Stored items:
+++

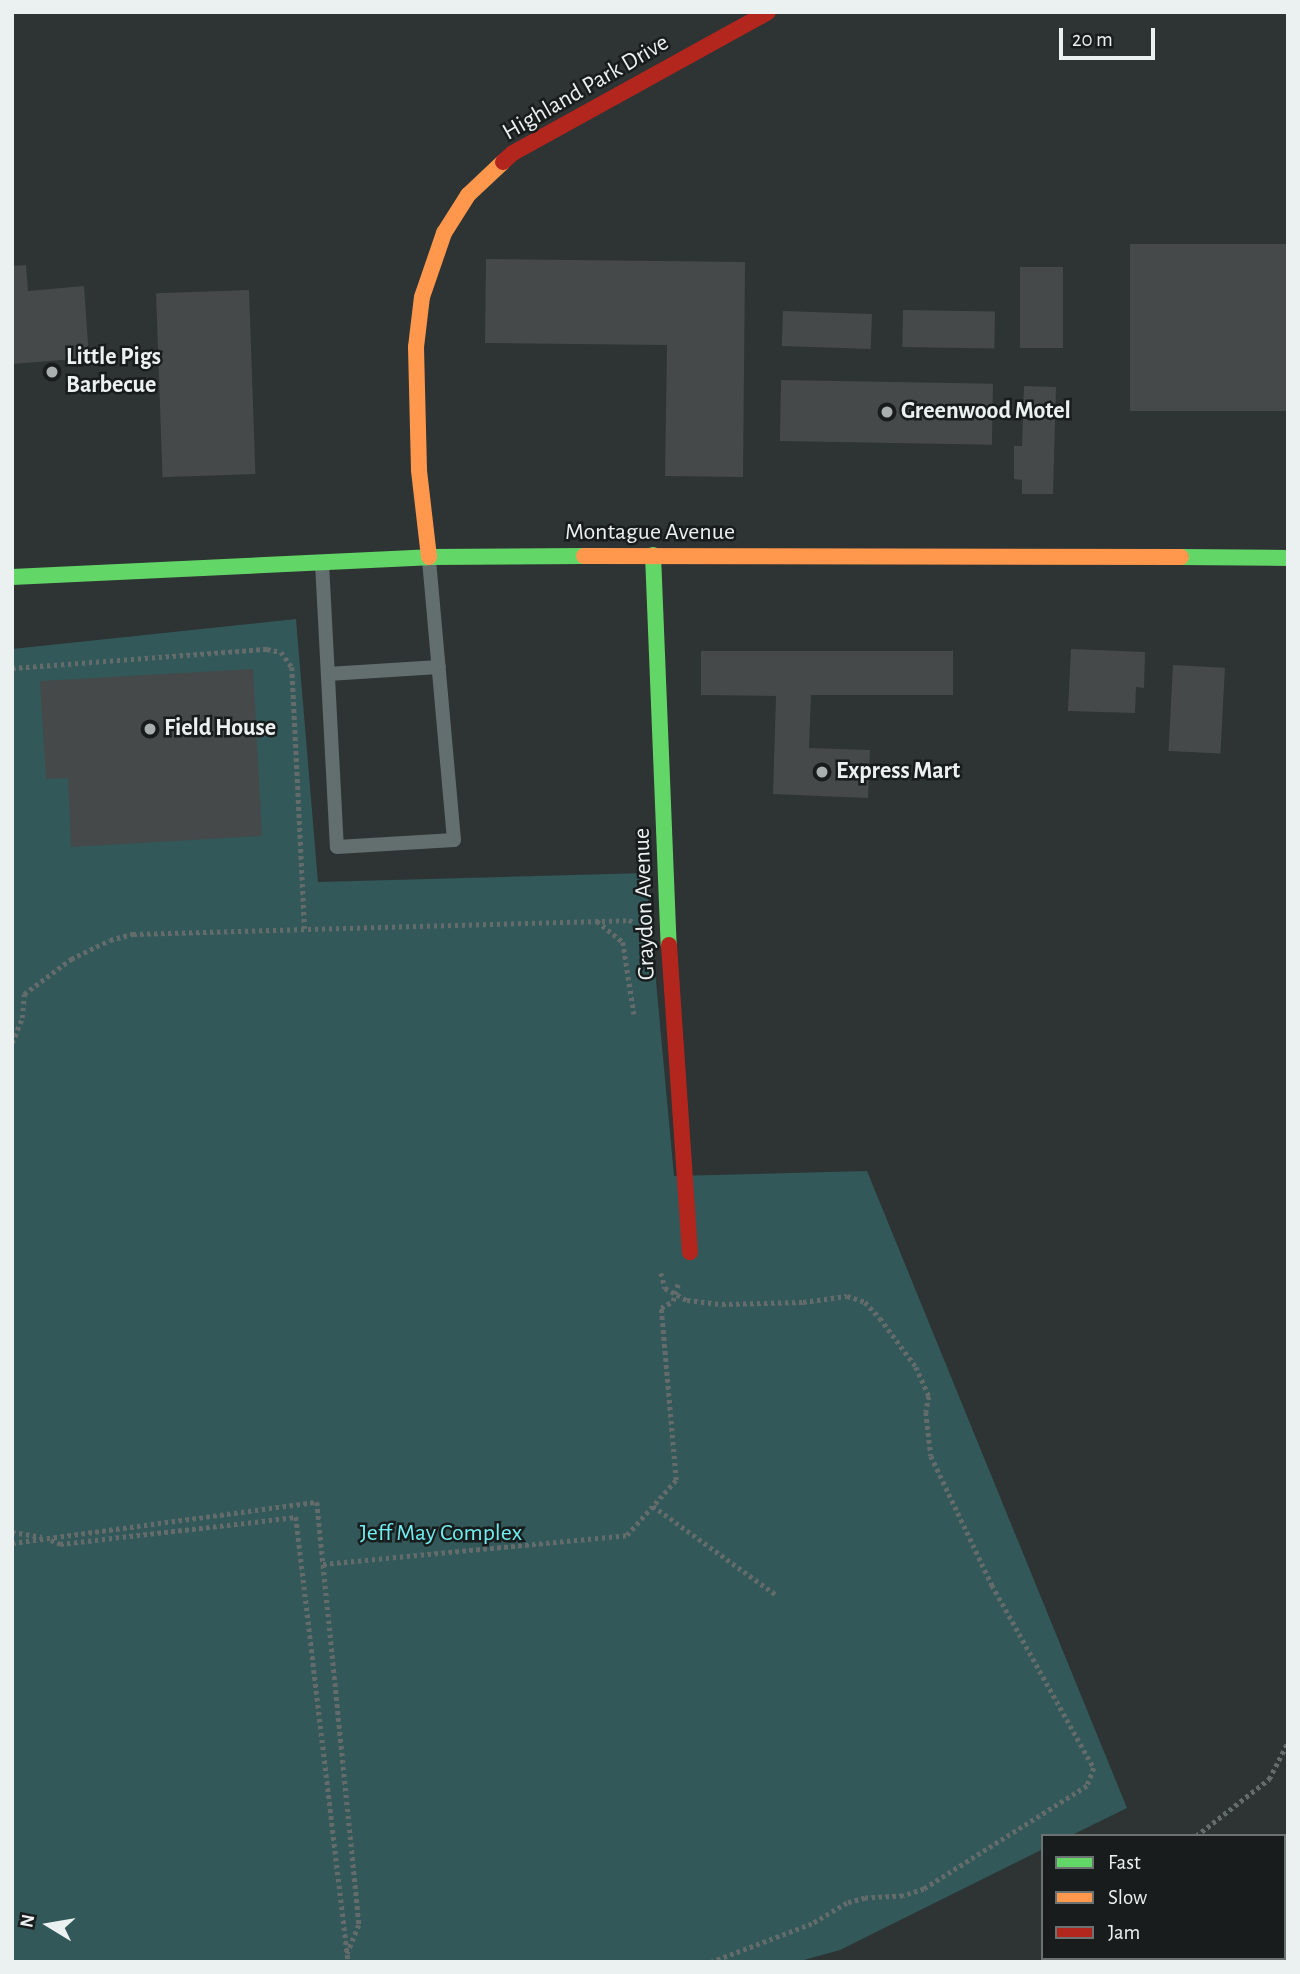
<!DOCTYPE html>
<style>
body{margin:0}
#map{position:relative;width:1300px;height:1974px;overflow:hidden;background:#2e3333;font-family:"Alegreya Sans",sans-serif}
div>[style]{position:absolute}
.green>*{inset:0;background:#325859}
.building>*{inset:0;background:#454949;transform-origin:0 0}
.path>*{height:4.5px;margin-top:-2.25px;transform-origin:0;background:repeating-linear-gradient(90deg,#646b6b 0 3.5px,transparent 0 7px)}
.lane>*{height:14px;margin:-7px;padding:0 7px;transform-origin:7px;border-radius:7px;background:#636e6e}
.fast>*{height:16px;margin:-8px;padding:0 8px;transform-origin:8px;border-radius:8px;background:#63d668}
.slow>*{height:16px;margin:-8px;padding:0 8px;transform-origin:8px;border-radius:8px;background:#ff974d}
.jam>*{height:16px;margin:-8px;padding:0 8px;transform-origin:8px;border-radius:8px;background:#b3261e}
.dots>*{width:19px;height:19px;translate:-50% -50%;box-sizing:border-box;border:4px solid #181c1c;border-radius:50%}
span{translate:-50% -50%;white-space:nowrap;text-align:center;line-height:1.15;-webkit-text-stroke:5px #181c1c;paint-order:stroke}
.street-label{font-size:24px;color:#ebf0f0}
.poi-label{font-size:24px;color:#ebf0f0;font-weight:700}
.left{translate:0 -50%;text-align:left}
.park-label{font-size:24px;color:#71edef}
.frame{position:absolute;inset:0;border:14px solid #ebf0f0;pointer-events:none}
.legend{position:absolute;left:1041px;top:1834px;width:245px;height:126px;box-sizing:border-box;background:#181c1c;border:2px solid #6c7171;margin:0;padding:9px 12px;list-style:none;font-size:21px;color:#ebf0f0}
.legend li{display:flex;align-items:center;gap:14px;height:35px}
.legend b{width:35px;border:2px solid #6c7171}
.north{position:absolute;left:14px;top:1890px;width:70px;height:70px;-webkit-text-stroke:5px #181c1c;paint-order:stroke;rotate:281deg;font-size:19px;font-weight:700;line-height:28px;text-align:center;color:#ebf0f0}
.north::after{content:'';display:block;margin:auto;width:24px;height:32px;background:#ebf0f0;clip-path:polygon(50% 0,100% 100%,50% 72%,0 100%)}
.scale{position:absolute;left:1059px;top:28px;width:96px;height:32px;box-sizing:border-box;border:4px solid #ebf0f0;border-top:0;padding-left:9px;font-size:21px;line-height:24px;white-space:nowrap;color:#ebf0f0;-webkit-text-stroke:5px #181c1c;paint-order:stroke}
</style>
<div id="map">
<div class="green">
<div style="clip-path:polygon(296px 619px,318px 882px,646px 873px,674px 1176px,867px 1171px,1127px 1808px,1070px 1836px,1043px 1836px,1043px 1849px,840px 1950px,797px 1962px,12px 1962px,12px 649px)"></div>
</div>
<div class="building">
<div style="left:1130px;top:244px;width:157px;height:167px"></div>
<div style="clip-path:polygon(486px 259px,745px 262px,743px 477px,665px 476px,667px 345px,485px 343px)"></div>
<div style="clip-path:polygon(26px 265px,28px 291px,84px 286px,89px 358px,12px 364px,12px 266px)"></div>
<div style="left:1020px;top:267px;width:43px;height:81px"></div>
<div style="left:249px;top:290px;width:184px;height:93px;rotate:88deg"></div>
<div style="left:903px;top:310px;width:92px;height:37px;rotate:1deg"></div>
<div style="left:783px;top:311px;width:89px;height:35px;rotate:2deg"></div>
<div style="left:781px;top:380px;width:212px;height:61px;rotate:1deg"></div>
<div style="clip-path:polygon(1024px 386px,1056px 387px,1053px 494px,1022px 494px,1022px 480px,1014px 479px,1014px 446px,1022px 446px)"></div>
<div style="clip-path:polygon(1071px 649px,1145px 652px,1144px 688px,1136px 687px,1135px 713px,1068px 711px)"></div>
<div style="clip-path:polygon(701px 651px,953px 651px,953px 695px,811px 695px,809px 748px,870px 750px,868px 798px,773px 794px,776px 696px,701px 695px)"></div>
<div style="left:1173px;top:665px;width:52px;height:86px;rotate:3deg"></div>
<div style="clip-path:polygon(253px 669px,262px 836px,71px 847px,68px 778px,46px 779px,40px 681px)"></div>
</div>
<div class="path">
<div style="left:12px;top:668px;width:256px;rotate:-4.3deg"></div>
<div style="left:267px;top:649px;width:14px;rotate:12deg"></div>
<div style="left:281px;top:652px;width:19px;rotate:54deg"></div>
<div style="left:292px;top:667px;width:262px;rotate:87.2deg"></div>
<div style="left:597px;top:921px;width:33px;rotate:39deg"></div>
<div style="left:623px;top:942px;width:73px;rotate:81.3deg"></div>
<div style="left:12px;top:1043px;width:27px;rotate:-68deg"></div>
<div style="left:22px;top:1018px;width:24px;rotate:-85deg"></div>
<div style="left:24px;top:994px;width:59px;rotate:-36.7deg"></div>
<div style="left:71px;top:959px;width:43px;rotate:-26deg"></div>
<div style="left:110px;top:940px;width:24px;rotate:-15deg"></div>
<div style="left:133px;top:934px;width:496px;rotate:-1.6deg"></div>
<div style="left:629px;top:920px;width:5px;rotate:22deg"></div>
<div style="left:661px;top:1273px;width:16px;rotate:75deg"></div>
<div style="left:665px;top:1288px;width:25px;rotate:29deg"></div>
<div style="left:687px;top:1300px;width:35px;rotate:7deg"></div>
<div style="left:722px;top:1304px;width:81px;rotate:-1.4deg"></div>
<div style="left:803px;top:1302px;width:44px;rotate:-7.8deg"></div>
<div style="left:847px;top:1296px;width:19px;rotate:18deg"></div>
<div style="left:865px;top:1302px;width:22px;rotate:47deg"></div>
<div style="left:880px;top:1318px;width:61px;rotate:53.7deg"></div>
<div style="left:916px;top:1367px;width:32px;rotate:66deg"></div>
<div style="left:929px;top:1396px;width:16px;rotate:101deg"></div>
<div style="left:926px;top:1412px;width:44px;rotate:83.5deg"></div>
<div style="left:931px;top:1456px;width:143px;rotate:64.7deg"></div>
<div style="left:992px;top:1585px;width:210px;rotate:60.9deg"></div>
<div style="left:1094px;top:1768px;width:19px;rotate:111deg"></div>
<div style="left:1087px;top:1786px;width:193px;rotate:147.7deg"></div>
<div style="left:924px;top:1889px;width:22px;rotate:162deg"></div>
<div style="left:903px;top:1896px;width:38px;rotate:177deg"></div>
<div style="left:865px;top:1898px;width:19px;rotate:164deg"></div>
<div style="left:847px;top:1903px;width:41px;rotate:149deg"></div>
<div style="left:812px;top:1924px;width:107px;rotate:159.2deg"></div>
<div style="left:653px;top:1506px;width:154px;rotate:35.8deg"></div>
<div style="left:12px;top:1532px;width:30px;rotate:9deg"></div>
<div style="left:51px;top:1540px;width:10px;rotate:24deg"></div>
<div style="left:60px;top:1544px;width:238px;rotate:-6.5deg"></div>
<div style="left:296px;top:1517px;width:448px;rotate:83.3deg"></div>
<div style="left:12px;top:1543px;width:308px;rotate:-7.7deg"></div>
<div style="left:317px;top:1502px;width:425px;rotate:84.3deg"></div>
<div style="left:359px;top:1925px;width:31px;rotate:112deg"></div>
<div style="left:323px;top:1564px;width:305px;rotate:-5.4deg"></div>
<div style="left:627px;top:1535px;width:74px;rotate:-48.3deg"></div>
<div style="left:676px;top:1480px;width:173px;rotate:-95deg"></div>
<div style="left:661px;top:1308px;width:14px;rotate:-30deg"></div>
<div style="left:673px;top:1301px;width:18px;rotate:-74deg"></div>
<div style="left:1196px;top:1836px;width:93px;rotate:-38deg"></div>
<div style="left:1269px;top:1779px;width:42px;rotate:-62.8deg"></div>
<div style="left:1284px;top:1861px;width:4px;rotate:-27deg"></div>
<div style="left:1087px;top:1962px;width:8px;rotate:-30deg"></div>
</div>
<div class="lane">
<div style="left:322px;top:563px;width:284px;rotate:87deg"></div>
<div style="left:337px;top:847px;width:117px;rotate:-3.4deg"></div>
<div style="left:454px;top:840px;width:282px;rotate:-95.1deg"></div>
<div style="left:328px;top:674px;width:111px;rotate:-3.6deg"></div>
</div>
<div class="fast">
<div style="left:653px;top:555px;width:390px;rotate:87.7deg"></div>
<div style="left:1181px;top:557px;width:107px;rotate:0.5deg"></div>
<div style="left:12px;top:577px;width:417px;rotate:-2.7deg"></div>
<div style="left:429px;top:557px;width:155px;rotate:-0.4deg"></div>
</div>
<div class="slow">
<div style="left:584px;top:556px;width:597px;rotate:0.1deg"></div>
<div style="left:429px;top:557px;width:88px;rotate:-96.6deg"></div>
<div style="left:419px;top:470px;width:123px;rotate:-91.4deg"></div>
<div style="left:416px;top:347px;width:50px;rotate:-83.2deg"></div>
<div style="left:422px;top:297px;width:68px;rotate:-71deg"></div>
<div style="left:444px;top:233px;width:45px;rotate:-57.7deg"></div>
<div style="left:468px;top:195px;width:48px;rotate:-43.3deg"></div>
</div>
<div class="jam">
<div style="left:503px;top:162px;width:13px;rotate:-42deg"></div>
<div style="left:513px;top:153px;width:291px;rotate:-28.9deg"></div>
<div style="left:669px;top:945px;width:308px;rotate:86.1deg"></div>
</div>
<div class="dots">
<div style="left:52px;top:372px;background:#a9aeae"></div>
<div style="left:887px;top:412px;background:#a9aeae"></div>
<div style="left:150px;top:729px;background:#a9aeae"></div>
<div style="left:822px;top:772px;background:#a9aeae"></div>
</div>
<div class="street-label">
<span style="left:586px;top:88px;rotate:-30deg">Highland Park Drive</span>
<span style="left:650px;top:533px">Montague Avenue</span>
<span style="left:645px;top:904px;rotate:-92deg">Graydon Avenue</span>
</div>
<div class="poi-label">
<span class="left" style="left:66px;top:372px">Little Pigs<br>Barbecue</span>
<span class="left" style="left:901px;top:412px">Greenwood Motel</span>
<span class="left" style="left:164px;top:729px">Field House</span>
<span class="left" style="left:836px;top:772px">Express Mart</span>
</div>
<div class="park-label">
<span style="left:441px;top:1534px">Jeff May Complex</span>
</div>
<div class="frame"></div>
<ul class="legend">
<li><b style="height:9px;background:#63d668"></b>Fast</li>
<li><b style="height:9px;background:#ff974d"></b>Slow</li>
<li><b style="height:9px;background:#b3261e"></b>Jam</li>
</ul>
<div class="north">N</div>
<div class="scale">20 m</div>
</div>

+++

» Instructions to follow
Whatever lies between the first line of the data and the line holding "0 3.5px,transparent 0", inclusive, should be repeated exactly, apart from the pictures.

» Response to this exercise
<!DOCTYPE html>
<style>
body{margin:0}
#map{position:relative;width:1300px;height:1974px;overflow:hidden;background:#2e3333;font-family:"Alegreya Sans",sans-serif}
div>[style]{position:absolute}
.green>*{inset:0;background:#325859}
.building>*{inset:0;background:#454949;transform-origin:0 0}
.path>*{height:4.5px;margin-top:-2.25px;transform-origin:0;background:repeating-linear-gradient(90deg,#646b6b 0 3.5px,transparent 0 7px)}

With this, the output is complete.